Andrea Grillo – Tudo aquilo de que eu falei até aqui, ocorreu dentro do aniversário conciliar. Esse primeiro biênio de Papado está entre 2013 e 2015, ou seja, nos anos de aniversário dos 50 anos do Concílio. E justamente na conclusão do Concílio o Papa previu um “relançamento” com o Jubileu da Misericórdia [16]. Isso tem um valor simbólico alto e irreversível: com o Papado de Francisco, o Concílio entra na fase da “normalidade eclesial”. A partir de agora, será normal pensar na vida cristã dos católicos com um Concílio que passa de “léxico” a “cânone”. Com Francisco, isso inicia solenemente, além de todas as hesitações e as contorções que os seus antecessores sentiram e provocaram.
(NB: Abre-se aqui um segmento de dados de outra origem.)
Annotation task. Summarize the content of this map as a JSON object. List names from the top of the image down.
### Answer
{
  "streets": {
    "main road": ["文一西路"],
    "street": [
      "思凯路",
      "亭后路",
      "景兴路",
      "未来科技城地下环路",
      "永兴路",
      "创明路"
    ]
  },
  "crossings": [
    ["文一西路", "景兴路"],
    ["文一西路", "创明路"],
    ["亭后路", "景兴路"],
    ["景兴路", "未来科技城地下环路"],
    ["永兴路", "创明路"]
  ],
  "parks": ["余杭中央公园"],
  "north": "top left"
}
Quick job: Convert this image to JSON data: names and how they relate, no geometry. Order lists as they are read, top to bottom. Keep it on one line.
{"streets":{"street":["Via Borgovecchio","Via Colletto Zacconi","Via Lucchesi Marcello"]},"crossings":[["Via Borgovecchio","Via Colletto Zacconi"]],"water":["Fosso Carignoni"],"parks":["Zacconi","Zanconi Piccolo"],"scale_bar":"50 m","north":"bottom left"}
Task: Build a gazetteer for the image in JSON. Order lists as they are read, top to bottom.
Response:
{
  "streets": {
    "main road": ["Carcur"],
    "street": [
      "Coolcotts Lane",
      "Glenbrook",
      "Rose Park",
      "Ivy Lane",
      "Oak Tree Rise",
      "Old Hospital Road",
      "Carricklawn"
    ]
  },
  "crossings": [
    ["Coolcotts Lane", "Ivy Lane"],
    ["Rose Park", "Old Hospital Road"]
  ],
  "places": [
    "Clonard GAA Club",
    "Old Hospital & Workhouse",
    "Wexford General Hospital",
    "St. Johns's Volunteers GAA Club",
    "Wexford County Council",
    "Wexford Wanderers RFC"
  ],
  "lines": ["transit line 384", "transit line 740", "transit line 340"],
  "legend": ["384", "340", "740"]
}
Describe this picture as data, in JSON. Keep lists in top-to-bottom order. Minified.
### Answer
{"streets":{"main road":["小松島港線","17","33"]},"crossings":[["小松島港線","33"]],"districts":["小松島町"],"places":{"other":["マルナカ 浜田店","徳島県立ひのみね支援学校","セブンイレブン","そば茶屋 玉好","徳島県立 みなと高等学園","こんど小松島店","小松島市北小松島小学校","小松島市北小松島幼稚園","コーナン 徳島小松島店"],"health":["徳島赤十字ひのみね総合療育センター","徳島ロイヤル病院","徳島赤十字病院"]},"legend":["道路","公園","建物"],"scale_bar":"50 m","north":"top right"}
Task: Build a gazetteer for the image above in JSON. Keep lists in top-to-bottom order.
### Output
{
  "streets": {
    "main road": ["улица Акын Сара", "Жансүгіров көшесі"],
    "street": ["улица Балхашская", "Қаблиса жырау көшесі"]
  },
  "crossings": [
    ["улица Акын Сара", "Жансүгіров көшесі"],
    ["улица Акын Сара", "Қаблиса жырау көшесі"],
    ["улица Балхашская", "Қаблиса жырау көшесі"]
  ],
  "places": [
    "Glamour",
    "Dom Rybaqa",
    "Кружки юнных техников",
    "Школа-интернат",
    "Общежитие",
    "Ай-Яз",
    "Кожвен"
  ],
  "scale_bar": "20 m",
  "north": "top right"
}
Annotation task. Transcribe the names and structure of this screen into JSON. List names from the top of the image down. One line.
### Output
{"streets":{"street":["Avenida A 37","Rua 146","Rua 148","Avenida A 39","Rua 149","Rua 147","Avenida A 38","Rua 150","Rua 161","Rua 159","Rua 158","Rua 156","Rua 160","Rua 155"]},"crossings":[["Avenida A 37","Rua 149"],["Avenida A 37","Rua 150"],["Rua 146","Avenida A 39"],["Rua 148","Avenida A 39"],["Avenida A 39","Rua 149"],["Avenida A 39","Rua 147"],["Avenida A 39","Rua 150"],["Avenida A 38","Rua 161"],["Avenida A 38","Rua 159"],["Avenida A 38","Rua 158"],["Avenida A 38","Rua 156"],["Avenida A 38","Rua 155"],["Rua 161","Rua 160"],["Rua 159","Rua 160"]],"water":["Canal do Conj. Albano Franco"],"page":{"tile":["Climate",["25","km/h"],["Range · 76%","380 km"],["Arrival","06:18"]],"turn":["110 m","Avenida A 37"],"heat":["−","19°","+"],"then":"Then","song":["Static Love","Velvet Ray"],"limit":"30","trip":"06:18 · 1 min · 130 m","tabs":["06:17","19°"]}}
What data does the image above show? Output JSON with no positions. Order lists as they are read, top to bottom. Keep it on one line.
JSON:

Eu gostaria de repetir: a irreversibilidade do Concílio é questão também “biográfica”. Francisco não deve contar entre os seus méritos o fato de ter nascido justamente em 1938, de ter se formado na Argentina justamente nos anos conciliares e de ter absorvido, desde jovem, o estilo, a linguagem e a visão eclesial enraizada no Vaticano II. Francisco, a partir desses pontos de vista, é a mais clara expressão da virada que o Vaticano II imprimiu na tradição católica: a semente foi lançada há 50 anos, a maturação ocorreu durante esse cinquentenário de “elaboração eclesial”, e o fruto maduro apareceu, de repente, mas não sem bons motivos, no dia 13 de março de 2013.